------ Data to process

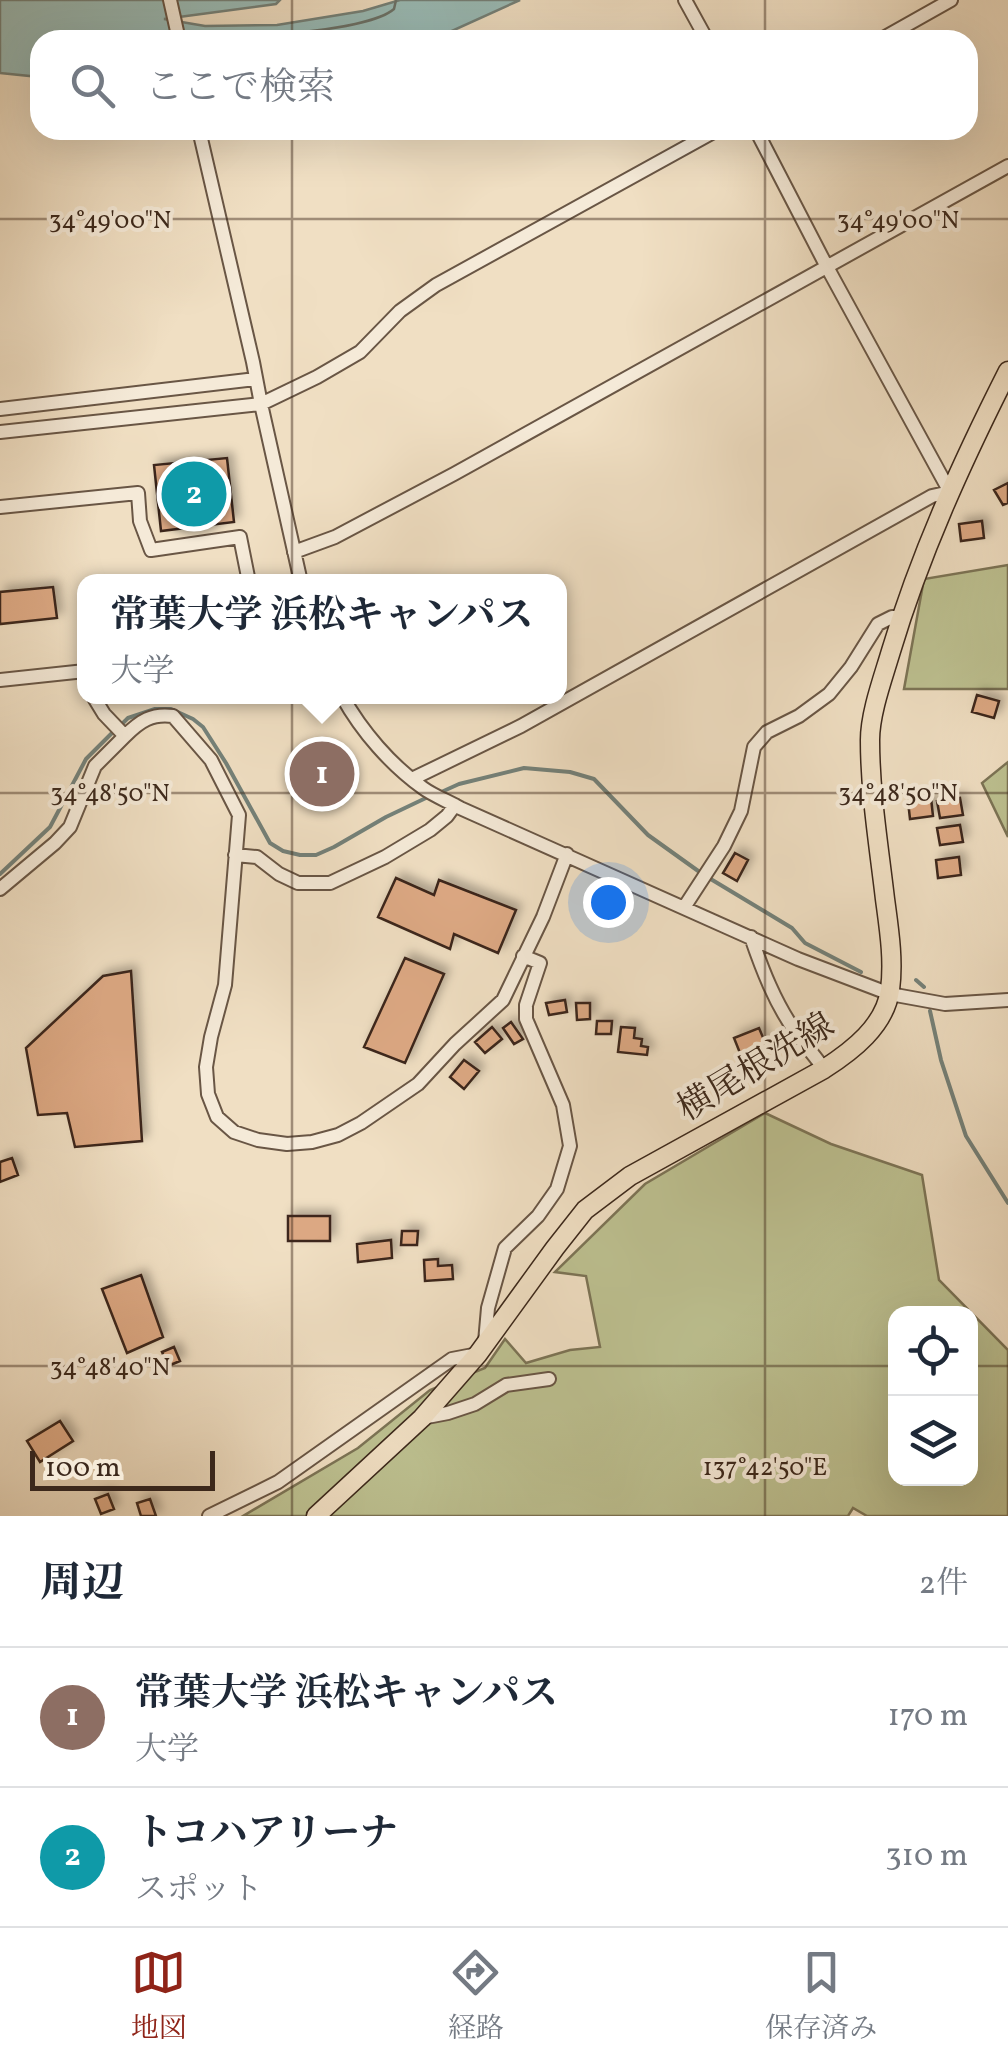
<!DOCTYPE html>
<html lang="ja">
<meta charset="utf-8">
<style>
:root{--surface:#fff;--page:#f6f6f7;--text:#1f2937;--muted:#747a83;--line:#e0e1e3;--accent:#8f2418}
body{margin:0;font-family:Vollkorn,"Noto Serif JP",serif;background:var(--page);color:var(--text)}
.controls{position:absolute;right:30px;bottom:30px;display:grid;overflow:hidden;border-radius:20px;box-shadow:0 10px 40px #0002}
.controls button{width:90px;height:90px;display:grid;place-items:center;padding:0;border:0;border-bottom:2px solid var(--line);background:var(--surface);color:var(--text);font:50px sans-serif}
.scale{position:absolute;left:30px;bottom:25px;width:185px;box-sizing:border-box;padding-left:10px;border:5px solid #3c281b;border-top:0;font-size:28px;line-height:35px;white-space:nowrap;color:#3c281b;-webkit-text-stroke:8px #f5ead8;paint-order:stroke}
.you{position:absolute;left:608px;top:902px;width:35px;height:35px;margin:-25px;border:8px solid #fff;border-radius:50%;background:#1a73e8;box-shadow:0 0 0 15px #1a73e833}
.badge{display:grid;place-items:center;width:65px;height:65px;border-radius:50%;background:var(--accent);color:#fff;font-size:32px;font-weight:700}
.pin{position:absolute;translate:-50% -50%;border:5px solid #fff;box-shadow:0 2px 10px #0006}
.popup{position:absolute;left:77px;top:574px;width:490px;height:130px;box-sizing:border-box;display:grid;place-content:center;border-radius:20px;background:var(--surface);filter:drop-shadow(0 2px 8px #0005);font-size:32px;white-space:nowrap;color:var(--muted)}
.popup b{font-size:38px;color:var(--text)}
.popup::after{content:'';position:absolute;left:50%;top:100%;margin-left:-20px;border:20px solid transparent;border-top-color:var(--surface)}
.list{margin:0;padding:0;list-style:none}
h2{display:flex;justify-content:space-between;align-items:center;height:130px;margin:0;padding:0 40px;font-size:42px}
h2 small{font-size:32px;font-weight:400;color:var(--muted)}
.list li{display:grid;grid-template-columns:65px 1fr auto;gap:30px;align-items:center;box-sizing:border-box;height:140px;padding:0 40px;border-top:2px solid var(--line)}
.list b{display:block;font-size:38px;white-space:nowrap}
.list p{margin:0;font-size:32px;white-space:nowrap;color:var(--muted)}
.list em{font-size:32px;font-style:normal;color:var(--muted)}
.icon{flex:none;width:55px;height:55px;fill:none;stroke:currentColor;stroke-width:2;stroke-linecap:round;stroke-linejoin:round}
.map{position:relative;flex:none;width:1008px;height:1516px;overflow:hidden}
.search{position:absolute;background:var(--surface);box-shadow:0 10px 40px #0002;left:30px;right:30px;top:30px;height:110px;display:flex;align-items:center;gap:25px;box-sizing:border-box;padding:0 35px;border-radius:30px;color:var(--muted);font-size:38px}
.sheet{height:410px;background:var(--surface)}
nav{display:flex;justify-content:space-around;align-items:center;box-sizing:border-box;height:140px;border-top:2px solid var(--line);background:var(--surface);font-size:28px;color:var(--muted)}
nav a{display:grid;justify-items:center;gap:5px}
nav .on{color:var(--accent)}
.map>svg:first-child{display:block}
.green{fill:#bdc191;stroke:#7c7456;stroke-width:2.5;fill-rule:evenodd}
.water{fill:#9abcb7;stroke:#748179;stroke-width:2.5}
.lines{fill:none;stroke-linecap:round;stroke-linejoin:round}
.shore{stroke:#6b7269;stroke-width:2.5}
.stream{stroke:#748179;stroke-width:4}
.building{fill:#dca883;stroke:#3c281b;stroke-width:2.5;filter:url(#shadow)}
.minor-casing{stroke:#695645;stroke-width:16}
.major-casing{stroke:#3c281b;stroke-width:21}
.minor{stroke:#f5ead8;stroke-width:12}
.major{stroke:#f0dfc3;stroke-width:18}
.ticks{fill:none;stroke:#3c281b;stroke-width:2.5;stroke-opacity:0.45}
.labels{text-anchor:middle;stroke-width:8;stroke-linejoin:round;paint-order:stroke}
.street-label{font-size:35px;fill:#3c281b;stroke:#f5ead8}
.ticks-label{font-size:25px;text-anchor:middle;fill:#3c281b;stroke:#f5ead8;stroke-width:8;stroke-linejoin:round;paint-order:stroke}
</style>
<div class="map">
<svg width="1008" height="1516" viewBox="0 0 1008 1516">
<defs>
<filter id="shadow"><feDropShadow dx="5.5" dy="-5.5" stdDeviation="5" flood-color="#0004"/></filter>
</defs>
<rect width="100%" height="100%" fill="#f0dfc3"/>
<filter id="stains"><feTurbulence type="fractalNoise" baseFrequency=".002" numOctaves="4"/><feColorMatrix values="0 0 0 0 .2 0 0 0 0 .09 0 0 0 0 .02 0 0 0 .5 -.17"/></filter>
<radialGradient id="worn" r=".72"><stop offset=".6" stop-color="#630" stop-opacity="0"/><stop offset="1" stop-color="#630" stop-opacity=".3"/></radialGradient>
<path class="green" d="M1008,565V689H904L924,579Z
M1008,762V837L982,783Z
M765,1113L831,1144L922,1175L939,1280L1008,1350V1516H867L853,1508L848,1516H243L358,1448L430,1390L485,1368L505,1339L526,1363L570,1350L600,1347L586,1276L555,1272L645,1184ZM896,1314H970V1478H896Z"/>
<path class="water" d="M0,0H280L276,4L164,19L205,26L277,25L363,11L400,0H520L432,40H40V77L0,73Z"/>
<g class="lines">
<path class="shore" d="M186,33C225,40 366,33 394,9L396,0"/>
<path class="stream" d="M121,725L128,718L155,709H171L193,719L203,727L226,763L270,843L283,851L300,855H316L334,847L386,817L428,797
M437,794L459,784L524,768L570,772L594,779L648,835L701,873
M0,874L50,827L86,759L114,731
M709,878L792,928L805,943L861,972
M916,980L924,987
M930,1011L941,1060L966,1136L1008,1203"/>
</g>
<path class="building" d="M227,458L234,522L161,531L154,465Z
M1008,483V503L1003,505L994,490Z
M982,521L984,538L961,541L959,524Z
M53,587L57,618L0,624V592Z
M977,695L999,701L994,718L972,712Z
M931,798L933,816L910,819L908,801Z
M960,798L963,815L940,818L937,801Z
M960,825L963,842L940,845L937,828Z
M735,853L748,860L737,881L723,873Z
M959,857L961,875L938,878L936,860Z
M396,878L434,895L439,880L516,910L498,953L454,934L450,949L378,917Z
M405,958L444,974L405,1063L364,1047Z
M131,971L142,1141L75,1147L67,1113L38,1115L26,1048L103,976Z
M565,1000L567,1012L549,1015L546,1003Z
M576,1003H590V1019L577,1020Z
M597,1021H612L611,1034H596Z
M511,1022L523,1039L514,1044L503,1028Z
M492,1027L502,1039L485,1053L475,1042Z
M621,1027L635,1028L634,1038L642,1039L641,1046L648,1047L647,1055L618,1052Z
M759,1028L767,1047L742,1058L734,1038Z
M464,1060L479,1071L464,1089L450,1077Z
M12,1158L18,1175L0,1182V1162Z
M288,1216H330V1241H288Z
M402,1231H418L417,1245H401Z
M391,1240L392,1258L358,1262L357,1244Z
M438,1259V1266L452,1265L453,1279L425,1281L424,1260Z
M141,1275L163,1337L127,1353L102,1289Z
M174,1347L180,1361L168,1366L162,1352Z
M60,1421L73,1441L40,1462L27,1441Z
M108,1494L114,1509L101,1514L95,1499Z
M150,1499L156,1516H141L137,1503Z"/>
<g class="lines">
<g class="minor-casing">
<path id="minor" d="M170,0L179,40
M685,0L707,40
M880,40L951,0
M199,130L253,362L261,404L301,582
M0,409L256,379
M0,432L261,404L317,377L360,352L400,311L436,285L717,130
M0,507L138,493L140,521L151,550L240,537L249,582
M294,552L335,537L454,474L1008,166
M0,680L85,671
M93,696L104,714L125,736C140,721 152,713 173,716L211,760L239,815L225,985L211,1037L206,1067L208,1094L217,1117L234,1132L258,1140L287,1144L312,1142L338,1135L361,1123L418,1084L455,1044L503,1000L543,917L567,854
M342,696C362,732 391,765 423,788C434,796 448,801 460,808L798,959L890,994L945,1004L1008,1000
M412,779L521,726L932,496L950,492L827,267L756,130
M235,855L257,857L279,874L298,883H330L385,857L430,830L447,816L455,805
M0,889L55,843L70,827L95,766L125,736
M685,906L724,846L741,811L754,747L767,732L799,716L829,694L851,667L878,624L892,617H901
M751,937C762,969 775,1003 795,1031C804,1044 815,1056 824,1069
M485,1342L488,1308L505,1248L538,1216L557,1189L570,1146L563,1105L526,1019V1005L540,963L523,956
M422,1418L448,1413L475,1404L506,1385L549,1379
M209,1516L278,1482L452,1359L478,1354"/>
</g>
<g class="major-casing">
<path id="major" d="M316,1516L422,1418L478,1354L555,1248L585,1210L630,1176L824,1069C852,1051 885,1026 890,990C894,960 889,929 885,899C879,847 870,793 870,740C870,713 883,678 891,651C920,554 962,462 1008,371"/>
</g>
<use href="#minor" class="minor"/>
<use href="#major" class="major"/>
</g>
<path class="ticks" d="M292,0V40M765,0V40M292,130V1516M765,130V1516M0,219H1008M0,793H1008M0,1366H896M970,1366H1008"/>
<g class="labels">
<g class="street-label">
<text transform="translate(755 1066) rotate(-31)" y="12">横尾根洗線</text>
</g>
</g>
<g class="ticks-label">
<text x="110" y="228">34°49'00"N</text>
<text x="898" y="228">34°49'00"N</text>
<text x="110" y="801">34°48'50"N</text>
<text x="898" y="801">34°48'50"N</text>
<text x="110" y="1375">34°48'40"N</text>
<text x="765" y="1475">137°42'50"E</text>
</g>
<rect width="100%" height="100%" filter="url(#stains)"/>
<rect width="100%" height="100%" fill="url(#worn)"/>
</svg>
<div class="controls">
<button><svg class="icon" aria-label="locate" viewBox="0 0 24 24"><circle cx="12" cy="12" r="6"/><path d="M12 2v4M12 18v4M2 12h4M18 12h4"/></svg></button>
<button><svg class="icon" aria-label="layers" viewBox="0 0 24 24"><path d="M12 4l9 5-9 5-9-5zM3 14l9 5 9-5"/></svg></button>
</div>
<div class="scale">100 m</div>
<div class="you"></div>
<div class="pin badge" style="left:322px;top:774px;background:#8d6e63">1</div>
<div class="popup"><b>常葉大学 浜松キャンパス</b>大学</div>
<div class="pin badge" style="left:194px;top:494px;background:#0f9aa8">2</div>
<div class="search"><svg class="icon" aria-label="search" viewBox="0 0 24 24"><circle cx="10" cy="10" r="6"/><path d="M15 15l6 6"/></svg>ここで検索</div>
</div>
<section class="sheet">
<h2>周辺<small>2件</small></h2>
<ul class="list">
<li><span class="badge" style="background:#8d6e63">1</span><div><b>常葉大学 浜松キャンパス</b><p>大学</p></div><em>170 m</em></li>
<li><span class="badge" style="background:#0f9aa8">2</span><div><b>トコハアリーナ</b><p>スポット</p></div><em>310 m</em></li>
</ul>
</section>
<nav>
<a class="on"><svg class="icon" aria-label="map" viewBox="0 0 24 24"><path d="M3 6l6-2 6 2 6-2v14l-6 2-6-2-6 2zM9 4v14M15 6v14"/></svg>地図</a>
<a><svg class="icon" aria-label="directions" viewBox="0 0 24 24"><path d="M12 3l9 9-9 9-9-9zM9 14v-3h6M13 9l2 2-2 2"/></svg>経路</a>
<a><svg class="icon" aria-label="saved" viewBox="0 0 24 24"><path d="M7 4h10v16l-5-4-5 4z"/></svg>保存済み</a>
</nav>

------------

▶ **Your task**
Some lines above may hold the word "grid"; say how many do, giving nothing besides the number.

▶ **Response to the task**
6